— STUDY MATERIAL —
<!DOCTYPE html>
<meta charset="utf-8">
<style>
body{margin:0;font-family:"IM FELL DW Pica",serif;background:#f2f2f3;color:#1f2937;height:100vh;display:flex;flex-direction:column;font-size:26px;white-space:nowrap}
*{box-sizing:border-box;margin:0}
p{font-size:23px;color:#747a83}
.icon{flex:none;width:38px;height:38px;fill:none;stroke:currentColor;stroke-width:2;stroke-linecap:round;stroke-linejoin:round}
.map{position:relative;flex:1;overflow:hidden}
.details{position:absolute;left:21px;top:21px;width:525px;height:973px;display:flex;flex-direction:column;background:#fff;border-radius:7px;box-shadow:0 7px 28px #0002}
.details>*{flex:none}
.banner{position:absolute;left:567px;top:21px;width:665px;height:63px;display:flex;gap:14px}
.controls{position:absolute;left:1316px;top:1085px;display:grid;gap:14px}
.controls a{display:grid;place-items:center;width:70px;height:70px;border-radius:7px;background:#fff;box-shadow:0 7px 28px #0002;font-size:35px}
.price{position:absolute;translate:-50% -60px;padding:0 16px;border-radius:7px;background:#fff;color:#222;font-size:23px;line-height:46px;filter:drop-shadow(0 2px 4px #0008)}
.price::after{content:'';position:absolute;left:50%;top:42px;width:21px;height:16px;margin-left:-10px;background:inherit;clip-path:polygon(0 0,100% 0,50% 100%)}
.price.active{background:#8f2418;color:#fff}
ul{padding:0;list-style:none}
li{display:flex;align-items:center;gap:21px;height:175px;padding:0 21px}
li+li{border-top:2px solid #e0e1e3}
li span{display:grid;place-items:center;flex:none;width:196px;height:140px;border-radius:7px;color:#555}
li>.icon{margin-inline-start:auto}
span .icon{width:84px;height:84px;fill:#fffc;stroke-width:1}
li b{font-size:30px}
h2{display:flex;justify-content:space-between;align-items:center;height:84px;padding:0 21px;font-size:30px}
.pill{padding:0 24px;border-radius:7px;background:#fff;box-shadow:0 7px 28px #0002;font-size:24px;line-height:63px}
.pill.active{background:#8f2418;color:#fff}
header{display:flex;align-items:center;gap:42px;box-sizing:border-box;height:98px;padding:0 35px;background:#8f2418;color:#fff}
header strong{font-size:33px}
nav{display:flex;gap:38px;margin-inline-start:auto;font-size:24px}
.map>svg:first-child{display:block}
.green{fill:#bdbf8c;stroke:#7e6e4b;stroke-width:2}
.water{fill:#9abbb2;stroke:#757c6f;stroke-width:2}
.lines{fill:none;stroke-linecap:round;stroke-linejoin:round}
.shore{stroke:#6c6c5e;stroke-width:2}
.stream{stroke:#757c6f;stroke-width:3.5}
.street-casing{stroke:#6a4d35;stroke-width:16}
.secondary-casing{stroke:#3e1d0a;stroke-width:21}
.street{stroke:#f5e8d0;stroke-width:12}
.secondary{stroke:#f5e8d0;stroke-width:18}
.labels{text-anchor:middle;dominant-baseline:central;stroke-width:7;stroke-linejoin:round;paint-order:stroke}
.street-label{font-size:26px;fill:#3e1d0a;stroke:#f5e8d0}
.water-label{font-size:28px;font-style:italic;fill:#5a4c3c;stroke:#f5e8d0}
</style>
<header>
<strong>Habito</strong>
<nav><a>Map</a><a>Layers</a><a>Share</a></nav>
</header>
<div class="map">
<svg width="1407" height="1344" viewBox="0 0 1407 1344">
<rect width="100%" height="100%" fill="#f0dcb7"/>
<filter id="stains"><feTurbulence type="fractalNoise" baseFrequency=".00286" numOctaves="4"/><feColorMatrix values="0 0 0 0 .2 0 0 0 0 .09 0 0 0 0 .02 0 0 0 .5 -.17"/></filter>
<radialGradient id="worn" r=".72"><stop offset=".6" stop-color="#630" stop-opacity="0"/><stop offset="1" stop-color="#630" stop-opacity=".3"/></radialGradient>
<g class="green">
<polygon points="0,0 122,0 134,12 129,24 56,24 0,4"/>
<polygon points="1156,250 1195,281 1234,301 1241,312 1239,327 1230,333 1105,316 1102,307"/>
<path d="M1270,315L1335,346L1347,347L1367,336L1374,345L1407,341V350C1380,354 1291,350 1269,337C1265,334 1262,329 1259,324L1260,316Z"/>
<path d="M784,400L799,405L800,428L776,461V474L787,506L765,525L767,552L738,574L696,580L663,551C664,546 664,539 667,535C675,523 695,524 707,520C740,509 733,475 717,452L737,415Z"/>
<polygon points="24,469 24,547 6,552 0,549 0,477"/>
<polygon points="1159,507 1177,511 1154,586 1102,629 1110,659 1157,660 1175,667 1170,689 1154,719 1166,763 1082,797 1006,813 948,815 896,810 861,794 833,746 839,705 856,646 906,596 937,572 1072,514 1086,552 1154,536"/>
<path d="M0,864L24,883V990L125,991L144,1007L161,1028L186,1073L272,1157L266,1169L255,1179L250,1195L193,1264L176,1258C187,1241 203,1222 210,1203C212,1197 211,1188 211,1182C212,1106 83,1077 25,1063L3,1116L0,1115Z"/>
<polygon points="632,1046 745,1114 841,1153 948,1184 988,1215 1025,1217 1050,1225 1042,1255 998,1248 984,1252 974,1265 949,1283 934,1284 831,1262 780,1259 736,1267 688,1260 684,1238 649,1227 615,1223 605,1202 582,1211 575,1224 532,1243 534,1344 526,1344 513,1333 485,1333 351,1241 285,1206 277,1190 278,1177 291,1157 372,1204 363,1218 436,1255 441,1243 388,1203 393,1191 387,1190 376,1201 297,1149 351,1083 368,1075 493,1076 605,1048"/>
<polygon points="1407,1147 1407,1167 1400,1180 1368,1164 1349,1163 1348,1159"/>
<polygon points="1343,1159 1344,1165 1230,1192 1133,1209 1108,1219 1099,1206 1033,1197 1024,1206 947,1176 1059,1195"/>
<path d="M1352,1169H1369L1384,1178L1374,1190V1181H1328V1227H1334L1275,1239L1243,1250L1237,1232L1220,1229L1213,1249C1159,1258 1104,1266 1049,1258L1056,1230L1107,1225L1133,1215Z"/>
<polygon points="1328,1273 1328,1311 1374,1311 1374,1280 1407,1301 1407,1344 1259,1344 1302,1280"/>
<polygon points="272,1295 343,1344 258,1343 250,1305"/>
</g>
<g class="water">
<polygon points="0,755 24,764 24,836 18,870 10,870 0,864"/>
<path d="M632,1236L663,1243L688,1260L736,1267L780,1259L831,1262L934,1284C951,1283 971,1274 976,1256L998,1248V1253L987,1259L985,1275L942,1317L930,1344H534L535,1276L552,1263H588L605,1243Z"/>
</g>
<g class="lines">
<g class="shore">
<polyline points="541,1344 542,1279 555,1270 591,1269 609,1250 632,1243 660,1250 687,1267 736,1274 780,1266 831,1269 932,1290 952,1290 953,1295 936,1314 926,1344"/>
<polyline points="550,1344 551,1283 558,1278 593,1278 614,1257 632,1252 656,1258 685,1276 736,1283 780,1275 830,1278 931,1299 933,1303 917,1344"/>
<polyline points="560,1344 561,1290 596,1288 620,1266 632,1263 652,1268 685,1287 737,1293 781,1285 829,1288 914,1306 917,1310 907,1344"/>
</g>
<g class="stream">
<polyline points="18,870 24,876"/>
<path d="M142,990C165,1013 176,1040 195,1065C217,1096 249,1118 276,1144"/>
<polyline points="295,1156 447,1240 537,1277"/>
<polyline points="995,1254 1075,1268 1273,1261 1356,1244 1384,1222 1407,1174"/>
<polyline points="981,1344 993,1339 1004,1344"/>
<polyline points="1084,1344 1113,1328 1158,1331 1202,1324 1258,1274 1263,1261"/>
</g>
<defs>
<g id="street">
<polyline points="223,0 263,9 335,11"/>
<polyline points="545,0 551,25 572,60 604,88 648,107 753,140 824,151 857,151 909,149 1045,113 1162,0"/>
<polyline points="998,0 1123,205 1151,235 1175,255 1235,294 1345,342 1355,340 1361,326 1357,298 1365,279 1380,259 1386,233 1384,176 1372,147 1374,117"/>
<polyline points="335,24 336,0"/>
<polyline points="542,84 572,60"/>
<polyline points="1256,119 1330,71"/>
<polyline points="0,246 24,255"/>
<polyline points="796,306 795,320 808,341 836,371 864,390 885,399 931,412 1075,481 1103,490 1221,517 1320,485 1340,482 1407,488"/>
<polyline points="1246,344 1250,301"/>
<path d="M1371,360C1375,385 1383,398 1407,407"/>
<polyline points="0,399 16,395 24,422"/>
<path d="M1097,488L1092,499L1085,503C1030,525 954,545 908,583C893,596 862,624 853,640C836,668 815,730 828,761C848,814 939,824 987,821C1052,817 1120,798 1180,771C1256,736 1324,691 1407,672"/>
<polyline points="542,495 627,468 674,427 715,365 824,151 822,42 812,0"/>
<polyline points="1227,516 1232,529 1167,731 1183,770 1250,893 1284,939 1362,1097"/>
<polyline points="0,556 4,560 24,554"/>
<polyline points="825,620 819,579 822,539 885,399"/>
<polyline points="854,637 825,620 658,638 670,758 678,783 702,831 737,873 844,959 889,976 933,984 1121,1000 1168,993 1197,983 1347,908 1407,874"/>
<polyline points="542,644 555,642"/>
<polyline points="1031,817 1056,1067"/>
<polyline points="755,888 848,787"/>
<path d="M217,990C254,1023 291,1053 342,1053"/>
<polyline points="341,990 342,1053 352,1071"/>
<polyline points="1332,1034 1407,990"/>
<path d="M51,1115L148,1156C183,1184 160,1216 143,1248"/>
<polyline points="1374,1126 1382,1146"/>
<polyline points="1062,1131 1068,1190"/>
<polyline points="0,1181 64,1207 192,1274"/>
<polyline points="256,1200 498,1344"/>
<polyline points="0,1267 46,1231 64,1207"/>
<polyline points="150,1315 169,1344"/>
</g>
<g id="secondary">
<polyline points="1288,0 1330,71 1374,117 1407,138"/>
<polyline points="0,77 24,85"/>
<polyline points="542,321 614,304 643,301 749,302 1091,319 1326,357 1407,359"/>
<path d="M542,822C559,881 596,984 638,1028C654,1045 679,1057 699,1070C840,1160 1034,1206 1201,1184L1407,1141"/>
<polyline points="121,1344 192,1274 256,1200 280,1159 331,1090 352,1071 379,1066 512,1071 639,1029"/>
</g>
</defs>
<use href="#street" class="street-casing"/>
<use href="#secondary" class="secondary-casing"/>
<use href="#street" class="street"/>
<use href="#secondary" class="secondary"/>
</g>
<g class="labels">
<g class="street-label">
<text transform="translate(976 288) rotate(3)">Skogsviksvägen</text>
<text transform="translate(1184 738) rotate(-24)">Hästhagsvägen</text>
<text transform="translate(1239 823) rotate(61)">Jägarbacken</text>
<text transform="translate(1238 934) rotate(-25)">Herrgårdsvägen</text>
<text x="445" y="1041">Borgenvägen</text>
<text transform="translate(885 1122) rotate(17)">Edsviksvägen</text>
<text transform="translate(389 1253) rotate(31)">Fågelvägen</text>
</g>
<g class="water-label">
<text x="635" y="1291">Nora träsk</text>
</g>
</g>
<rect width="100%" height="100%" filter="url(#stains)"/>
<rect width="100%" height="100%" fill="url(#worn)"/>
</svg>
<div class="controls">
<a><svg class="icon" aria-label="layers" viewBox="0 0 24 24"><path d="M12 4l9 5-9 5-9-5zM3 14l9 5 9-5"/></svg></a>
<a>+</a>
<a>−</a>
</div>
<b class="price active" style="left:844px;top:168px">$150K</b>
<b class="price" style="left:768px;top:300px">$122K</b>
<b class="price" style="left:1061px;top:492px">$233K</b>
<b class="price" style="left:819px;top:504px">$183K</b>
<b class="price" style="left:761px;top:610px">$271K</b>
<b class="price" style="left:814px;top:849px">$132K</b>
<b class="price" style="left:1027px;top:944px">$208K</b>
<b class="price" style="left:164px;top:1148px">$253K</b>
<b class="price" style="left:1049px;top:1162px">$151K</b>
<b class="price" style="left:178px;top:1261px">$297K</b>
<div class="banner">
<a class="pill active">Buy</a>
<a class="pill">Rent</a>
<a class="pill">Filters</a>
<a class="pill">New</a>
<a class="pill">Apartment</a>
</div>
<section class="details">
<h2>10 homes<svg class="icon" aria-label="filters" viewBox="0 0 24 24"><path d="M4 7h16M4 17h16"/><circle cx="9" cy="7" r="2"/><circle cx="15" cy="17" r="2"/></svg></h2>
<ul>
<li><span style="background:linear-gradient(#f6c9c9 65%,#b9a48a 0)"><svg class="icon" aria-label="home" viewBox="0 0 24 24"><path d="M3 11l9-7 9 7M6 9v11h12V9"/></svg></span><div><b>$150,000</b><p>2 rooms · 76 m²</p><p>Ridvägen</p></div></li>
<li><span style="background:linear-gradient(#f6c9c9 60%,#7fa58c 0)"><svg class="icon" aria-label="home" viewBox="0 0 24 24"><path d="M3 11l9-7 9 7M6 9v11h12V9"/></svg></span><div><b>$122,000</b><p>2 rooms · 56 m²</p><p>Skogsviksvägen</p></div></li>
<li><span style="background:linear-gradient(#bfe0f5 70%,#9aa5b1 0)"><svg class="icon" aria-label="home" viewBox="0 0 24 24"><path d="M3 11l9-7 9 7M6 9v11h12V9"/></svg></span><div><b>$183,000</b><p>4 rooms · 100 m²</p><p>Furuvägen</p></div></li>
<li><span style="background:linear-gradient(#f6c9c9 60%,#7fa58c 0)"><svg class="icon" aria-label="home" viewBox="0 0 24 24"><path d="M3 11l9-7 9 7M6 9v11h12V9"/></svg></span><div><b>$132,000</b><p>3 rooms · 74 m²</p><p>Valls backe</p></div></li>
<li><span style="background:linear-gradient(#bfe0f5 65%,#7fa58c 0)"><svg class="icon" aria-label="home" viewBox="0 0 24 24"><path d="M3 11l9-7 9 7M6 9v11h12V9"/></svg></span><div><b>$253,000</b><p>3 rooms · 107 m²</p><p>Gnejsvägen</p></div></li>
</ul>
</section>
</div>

— PROBLEM TO WORK ON —
Look through the entries and copy every line in which the string "position" appears.

— TASK ANSWER —
.map{position:relative;flex:1;overflow:hidden}
.details{position:absolute;left:21px;top:21px;width:525px;height:973px;display:flex;flex-direction:column;background:#fff;border-radius:7px;box-shadow:0 7px 28px #0002}
.banner{position:absolute;left:567px;top:21px;width:665px;height:63px;display:flex;gap:14px}
.controls{position:absolute;left:1316px;top:1085px;display:grid;gap:14px}
.price{position:absolute;translate:-50% -60px;padding:0 16px;border-radius:7px;background:#fff;color:#222;font-size:23px;line-height:46px;filter:drop-shadow(0 2px 4px #0008)}
.price::after{content:'';position:absolute;left:50%;top:42px;width:21px;height:16px;margin-left:-10px;background:inherit;clip-path:polygon(0 0,100% 0,50% 100%)}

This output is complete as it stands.